> **WORK INSTRUCTIONS**
Below are entries. Copy exactly the lines running from the line that holds "21V4h12l-3 4 3" to the line that holds "min</h1><p>630 m ·", with both ends included.

(Collected data)
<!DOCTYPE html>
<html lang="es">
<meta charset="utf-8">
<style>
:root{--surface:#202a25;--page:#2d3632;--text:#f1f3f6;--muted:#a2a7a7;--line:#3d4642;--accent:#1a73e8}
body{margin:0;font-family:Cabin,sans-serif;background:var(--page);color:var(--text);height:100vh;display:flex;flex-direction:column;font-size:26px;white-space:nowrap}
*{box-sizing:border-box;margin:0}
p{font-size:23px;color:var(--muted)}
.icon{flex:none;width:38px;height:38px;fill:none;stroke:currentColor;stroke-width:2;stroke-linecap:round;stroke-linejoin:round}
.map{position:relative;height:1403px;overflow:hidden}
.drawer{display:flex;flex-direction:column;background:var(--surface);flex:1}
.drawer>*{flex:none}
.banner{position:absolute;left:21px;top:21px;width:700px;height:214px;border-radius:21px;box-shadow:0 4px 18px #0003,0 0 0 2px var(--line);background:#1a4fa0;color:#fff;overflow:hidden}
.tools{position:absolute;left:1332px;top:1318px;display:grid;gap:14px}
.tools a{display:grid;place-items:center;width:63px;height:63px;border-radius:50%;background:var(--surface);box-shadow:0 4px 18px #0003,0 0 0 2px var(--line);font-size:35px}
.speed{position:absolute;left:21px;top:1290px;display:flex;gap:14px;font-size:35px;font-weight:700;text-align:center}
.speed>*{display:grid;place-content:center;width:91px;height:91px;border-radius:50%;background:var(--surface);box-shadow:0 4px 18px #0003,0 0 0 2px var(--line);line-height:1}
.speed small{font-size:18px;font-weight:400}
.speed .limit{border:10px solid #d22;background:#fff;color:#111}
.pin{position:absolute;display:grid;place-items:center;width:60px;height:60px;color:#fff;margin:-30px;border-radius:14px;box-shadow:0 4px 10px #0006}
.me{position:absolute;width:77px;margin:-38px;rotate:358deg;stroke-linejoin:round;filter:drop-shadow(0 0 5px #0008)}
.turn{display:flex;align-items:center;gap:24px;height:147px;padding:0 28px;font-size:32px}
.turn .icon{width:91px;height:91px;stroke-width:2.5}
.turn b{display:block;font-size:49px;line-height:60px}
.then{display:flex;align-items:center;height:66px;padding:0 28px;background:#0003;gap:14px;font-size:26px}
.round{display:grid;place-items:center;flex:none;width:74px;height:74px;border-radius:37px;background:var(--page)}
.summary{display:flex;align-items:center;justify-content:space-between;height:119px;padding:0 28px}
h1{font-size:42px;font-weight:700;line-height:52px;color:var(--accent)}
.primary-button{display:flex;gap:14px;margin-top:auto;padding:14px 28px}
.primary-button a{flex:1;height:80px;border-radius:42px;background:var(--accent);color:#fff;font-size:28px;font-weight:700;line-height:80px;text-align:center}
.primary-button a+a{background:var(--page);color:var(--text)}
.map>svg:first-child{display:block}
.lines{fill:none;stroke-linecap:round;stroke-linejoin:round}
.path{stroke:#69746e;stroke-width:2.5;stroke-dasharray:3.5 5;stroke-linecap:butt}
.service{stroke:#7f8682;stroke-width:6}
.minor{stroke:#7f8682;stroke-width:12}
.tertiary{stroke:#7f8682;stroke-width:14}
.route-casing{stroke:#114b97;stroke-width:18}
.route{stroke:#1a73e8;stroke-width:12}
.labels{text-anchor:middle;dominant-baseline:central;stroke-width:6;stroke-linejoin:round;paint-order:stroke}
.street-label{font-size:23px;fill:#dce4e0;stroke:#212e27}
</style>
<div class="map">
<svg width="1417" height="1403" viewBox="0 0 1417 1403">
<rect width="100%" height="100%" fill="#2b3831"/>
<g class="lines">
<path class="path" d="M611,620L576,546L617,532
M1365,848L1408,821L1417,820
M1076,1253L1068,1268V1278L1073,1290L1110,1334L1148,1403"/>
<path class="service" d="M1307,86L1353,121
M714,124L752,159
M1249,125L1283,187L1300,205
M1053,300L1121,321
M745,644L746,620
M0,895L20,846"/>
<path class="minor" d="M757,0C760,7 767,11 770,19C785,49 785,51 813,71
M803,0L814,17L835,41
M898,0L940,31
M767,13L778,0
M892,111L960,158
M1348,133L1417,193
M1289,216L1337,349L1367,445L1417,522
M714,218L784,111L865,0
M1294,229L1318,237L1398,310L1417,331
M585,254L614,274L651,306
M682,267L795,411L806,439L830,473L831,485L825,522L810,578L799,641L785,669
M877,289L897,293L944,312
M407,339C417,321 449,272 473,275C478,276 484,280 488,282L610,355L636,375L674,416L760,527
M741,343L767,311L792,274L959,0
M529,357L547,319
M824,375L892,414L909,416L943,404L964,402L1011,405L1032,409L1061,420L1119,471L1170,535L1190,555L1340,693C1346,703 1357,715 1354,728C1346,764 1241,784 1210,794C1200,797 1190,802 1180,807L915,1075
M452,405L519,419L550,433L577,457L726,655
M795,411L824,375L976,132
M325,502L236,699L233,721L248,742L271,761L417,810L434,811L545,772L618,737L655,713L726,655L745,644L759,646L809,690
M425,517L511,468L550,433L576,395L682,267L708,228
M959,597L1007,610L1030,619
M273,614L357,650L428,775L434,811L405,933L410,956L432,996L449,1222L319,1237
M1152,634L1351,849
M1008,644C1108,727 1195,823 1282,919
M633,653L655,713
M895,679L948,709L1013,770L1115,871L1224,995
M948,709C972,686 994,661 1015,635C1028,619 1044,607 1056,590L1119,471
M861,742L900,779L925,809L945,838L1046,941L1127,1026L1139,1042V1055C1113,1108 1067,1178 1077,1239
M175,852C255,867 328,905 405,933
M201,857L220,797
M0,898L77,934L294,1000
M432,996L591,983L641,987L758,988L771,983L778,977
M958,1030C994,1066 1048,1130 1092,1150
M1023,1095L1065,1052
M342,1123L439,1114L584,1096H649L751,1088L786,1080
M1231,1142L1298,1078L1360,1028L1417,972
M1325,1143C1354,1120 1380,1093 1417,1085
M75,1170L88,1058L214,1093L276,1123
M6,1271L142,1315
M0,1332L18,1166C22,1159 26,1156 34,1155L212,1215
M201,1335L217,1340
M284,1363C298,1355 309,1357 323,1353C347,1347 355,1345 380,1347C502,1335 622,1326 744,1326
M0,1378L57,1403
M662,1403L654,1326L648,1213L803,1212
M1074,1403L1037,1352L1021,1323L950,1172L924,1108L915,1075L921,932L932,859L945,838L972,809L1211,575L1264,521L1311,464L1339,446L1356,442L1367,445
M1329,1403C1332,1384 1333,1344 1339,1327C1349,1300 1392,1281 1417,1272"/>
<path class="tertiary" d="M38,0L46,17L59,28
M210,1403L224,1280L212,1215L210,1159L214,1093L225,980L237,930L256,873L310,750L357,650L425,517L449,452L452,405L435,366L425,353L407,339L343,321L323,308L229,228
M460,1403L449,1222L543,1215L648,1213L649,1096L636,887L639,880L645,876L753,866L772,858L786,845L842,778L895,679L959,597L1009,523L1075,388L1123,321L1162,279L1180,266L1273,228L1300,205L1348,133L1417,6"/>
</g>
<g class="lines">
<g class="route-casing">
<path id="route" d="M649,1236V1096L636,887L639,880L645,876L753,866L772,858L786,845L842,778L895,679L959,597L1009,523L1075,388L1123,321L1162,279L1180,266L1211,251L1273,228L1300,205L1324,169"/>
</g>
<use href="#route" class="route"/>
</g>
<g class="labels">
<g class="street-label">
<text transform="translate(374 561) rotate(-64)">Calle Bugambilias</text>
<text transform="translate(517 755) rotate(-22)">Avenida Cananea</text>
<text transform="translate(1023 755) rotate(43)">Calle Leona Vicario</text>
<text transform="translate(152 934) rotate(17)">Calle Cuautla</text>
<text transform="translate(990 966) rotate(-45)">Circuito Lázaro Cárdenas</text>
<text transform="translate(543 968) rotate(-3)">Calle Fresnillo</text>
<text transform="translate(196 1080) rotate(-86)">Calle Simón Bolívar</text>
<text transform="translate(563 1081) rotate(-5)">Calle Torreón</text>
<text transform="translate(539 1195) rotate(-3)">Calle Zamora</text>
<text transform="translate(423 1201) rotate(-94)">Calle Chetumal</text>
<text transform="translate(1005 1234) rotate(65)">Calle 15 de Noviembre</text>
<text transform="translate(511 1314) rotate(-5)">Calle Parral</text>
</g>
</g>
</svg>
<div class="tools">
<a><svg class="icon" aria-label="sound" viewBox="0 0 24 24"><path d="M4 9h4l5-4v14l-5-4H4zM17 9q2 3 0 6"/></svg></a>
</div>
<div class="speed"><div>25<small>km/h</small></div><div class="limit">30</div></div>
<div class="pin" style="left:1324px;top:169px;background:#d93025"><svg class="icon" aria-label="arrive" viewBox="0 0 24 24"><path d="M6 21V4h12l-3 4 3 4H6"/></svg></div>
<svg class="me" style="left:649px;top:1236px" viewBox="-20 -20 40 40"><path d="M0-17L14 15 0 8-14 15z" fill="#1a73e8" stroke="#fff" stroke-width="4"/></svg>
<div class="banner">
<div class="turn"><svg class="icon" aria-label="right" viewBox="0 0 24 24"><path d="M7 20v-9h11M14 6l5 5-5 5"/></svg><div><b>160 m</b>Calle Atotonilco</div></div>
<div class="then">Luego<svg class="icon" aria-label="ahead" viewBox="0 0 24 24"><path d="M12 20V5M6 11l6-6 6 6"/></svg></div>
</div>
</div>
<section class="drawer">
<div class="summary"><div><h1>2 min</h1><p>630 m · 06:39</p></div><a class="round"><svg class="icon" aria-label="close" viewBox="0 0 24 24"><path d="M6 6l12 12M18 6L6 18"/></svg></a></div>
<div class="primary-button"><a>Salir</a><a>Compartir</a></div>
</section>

> **ANSWER SECTION**
<div class="pin" style="left:1324px;top:169px;background:#d93025"><svg class="icon" aria-label="arrive" viewBox="0 0 24 24"><path d="M6 21V4h12l-3 4 3 4H6"/></svg></div>
<svg class="me" style="left:649px;top:1236px" viewBox="-20 -20 40 40"><path d="M0-17L14 15 0 8-14 15z" fill="#1a73e8" stroke="#fff" stroke-width="4"/></svg>
<div class="banner">
<div class="turn"><svg class="icon" aria-label="right" viewBox="0 0 24 24"><path d="M7 20v-9h11M14 6l5 5-5 5"/></svg><div><b>160 m</b>Calle Atotonilco</div></div>
<div class="then">Luego<svg class="icon" aria-label="ahead" viewBox="0 0 24 24"><path d="M12 20V5M6 11l6-6 6 6"/></svg></div>
</div>
</div>
<section class="drawer">
<div class="summary"><div><h1>2 min</h1><p>630 m · 06:39</p></div><a class="round"><svg class="icon" aria-label="close" viewBox="0 0 24 24"><path d="M6 6l12 12M18 6L6 18"/></svg></a></div>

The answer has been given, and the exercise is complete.